§ Data records:
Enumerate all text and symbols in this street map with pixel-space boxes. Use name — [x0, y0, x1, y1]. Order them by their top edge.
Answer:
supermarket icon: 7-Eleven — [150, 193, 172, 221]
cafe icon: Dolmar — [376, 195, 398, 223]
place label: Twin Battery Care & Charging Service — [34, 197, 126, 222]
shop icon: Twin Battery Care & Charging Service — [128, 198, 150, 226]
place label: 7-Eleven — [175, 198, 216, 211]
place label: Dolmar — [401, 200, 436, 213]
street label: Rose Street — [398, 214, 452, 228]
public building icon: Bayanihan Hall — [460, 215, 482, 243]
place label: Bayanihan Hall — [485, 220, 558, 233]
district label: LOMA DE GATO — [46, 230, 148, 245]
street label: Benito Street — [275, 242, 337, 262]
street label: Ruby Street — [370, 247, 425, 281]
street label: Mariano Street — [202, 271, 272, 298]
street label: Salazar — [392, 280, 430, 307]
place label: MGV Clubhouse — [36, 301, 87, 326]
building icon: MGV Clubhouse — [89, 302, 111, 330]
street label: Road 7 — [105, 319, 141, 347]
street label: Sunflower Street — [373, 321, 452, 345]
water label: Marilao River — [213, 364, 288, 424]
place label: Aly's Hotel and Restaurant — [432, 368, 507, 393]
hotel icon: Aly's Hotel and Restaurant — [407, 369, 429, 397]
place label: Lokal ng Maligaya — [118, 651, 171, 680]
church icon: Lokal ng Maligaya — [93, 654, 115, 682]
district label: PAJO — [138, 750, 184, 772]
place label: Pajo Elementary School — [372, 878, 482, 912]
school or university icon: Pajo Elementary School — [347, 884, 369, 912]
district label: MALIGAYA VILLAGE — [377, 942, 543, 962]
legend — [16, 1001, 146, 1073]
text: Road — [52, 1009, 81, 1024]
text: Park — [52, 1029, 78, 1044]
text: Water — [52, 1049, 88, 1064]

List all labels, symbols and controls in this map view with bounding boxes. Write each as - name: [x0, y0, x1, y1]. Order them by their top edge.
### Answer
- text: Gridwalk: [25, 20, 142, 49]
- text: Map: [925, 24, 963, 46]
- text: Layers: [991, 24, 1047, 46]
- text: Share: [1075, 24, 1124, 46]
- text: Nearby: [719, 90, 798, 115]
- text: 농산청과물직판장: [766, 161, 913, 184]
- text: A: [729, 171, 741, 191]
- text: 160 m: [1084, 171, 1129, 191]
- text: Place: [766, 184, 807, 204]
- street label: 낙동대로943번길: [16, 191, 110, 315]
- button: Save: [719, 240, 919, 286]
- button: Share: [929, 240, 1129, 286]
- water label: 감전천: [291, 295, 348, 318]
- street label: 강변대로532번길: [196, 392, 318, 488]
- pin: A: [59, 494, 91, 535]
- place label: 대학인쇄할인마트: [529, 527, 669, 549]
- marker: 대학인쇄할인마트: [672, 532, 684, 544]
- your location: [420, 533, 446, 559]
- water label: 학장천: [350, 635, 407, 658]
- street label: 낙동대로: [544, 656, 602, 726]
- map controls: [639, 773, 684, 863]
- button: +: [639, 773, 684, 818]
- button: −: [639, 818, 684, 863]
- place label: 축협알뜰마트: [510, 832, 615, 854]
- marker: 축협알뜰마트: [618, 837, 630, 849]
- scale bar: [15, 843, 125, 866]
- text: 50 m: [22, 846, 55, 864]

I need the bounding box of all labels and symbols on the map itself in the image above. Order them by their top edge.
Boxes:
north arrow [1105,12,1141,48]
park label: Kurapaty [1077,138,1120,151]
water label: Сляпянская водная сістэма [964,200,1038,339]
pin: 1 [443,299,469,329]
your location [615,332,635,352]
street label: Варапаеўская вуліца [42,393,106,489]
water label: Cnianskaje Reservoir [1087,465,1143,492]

§ Task prompt: Restate every entry exactly. Leave nothing out.

§ Exercise result:
Enumerate all text and symbols in this street map with pixel-space boxes. Use name — [x0, y0, x1, y1]. Order them by their top edge.
Answer:
supermarket icon: 7-Eleven — [150, 193, 172, 221]
cafe icon: Dolmar — [376, 195, 398, 223]
place label: Twin Battery Care & Charging Service — [34, 197, 126, 222]
shop icon: Twin Battery Care & Charging Service — [128, 198, 150, 226]
place label: 7-Eleven — [175, 198, 216, 211]
place label: Dolmar — [401, 200, 436, 213]
street label: Rose Street — [398, 214, 452, 228]
public building icon: Bayanihan Hall — [460, 215, 482, 243]
place label: Bayanihan Hall — [485, 220, 558, 233]
district label: LOMA DE GATO — [46, 230, 148, 245]
street label: Benito Street — [275, 242, 337, 262]
street label: Ruby Street — [370, 247, 425, 281]
street label: Mariano Street — [202, 271, 272, 298]
street label: Salazar — [392, 280, 430, 307]
place label: MGV Clubhouse — [36, 301, 87, 326]
building icon: MGV Clubhouse — [89, 302, 111, 330]
street label: Road 7 — [105, 319, 141, 347]
street label: Sunflower Street — [373, 321, 452, 345]
water label: Marilao River — [213, 364, 288, 424]
place label: Aly's Hotel and Restaurant — [432, 368, 507, 393]
hotel icon: Aly's Hotel and Restaurant — [407, 369, 429, 397]
place label: Lokal ng Maligaya — [118, 651, 171, 680]
church icon: Lokal ng Maligaya — [93, 654, 115, 682]
district label: PAJO — [138, 750, 184, 772]
place label: Pajo Elementary School — [372, 878, 482, 912]
school or university icon: Pajo Elementary School — [347, 884, 369, 912]
district label: MALIGAYA VILLAGE — [377, 942, 543, 962]
legend — [16, 1001, 146, 1073]
text: Road — [52, 1009, 81, 1024]
text: Park — [52, 1029, 78, 1044]
text: Water — [52, 1049, 88, 1064]

List all labels, symbols and controls in this map view with bounding boxes. Write each as - name: [x0, y0, x1, y1]. Order them by their top edge.
### Answer
- text: Gridwalk: [25, 20, 142, 49]
- text: Map: [925, 24, 963, 46]
- text: Layers: [991, 24, 1047, 46]
- text: Share: [1075, 24, 1124, 46]
- text: Nearby: [719, 90, 798, 115]
- text: 농산청과물직판장: [766, 161, 913, 184]
- text: A: [729, 171, 741, 191]
- text: 160 m: [1084, 171, 1129, 191]
- text: Place: [766, 184, 807, 204]
- street label: 낙동대로943번길: [16, 191, 110, 315]
- button: Save: [719, 240, 919, 286]
- button: Share: [929, 240, 1129, 286]
- water label: 감전천: [291, 295, 348, 318]
- street label: 강변대로532번길: [196, 392, 318, 488]
- pin: A: [59, 494, 91, 535]
- place label: 대학인쇄할인마트: [529, 527, 669, 549]
- marker: 대학인쇄할인마트: [672, 532, 684, 544]
- your location: [420, 533, 446, 559]
- water label: 학장천: [350, 635, 407, 658]
- street label: 낙동대로: [544, 656, 602, 726]
- map controls: [639, 773, 684, 863]
- button: +: [639, 773, 684, 818]
- button: −: [639, 818, 684, 863]
- place label: 축협알뜰마트: [510, 832, 615, 854]
- marker: 축협알뜰마트: [618, 837, 630, 849]
- scale bar: [15, 843, 125, 866]
- text: 50 m: [22, 846, 55, 864]

I need the bounding box of all labels and symbols on the map itself in the image above. Order them by their top edge.
Boxes:
north arrow [1105,12,1141,48]
park label: Kurapaty [1077,138,1120,151]
water label: Сляпянская водная сістэма [964,200,1038,339]
pin: 1 [443,299,469,329]
your location [615,332,635,352]
street label: Варапаеўская вуліца [42,393,106,489]
water label: Cnianskaje Reservoir [1087,465,1143,492]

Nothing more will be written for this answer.